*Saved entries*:
- Opening Delimiter -
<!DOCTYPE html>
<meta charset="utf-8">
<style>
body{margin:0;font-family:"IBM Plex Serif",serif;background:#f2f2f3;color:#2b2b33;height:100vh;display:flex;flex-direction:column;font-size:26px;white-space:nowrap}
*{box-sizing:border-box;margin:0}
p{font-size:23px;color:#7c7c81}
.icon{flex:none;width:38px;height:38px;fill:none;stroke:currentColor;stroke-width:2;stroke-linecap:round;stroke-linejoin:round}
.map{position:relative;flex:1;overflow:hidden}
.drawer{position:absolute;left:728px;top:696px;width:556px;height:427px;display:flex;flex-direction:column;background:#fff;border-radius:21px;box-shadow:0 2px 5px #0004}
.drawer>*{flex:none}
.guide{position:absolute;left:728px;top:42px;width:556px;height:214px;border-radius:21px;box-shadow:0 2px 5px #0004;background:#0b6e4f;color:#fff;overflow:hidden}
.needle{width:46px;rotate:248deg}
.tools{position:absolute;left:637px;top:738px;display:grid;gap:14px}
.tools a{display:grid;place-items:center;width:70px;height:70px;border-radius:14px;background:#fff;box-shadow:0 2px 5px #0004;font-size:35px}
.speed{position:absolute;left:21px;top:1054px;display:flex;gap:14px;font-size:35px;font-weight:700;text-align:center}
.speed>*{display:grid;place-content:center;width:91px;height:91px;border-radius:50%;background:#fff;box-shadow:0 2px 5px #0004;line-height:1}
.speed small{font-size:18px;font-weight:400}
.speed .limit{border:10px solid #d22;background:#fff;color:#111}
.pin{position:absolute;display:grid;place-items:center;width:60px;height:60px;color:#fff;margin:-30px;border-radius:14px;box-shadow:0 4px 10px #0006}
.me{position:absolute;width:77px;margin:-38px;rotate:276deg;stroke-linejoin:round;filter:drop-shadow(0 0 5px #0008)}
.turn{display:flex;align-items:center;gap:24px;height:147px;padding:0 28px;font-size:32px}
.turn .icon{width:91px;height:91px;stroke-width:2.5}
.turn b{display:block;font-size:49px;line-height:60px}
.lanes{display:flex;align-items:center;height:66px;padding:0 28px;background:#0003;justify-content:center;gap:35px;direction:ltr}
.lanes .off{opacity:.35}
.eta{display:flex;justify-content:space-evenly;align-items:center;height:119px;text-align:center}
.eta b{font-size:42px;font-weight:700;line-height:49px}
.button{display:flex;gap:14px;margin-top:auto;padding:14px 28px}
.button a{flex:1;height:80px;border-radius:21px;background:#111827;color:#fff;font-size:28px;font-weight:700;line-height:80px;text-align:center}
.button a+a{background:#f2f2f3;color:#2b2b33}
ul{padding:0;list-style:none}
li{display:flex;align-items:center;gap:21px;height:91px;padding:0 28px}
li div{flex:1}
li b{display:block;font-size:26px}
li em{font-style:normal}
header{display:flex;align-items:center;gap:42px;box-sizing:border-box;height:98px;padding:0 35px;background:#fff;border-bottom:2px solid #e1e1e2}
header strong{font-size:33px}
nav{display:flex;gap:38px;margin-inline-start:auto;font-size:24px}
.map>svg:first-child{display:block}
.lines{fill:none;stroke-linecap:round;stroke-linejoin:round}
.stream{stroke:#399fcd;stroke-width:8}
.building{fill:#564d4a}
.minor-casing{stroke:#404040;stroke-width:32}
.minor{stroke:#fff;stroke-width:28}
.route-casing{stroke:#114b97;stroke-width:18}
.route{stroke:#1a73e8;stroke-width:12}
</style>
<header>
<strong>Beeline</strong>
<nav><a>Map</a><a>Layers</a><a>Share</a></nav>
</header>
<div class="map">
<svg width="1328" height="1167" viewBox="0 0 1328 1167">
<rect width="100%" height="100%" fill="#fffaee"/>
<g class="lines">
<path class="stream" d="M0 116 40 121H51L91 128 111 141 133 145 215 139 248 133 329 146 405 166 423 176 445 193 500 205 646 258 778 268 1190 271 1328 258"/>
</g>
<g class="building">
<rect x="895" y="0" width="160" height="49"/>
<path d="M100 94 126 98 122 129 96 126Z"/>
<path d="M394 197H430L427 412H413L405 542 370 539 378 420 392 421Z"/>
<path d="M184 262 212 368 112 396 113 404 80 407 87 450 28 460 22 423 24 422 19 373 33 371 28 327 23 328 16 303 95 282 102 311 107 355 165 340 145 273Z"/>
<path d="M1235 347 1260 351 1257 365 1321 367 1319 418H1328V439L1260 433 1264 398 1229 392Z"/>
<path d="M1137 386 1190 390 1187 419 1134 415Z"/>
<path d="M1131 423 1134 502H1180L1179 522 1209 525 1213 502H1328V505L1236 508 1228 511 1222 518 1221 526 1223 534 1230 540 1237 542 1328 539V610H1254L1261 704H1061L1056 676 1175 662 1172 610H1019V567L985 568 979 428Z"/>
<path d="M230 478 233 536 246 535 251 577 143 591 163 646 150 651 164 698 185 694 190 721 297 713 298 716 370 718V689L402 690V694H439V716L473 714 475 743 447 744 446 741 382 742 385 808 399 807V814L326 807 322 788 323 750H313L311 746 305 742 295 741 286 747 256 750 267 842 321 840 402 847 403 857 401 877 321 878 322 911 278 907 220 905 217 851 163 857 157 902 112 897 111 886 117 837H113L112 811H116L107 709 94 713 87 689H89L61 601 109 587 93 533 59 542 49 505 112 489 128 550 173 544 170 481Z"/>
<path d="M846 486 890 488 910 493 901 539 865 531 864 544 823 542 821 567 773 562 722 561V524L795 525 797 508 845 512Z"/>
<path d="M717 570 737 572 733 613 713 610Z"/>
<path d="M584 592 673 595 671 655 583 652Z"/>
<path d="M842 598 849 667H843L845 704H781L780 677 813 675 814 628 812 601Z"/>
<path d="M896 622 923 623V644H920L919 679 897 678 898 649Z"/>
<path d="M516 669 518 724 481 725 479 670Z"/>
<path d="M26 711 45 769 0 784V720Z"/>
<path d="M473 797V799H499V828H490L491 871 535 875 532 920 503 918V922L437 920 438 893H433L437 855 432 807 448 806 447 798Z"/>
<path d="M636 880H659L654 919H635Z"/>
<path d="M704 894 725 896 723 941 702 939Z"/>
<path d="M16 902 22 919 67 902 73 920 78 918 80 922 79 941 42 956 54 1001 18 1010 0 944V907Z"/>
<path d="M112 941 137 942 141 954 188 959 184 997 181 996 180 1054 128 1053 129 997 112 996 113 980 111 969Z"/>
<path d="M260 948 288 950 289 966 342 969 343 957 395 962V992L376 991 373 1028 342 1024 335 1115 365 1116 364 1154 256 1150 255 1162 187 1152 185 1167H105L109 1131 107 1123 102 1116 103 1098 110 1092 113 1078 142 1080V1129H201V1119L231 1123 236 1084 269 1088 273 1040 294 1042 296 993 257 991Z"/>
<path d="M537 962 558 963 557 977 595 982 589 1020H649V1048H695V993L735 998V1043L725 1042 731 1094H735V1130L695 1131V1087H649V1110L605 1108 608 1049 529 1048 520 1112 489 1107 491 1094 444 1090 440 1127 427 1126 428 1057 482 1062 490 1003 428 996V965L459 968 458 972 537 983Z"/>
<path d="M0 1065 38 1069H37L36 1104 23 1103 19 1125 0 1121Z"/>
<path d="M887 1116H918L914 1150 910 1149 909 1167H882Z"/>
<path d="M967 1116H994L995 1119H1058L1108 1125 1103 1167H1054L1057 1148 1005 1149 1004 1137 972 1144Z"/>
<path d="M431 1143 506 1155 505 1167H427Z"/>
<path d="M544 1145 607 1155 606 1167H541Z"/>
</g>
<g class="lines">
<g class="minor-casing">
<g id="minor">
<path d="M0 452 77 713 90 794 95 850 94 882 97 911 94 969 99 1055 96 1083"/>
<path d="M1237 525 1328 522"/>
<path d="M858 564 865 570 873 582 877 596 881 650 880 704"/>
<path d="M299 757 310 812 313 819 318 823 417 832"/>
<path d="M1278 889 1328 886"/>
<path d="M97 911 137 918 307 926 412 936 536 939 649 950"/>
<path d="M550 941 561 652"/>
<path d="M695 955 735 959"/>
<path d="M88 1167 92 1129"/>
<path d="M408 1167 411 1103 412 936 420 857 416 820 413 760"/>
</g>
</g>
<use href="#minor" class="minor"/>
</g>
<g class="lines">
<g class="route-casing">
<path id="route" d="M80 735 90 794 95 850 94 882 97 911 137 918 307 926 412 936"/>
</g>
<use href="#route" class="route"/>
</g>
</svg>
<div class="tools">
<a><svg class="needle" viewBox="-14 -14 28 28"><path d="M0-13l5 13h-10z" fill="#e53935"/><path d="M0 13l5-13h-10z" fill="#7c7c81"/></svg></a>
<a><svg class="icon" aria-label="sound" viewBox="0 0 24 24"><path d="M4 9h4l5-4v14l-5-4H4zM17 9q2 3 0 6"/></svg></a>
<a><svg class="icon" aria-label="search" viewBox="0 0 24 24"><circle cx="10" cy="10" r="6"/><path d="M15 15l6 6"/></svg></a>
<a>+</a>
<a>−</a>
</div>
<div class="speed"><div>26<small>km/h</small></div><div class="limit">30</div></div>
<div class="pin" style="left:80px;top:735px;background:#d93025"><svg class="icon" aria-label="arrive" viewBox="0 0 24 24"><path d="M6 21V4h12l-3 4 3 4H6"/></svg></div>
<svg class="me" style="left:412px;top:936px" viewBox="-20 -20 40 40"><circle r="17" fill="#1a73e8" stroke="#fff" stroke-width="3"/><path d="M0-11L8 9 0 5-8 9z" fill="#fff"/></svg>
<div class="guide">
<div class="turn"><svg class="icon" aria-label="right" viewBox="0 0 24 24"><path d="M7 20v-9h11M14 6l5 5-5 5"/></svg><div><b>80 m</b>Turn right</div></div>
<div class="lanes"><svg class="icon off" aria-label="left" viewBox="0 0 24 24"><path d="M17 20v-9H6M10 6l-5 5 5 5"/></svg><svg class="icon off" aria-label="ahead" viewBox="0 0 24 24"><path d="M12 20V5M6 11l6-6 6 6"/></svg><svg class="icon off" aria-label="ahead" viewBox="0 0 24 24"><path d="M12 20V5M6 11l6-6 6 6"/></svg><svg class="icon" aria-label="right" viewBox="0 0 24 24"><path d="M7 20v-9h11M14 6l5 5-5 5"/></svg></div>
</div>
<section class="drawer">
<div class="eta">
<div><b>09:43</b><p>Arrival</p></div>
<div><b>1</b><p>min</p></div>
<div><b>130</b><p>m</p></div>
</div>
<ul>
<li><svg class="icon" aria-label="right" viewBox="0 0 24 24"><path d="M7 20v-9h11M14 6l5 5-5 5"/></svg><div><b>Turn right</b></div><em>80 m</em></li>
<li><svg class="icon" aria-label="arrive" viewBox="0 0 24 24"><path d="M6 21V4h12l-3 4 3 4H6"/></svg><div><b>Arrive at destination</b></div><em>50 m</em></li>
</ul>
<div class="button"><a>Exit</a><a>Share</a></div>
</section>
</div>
- Closing Delimiter -
For each line above that carries the word "justify", copy it out.

*Expected output*:
.lanes{display:flex;align-items:center;height:66px;padding:0 28px;background:#0003;justify-content:center;gap:35px;direction:ltr}
.eta{display:flex;justify-content:space-evenly;align-items:center;height:119px;text-align:center}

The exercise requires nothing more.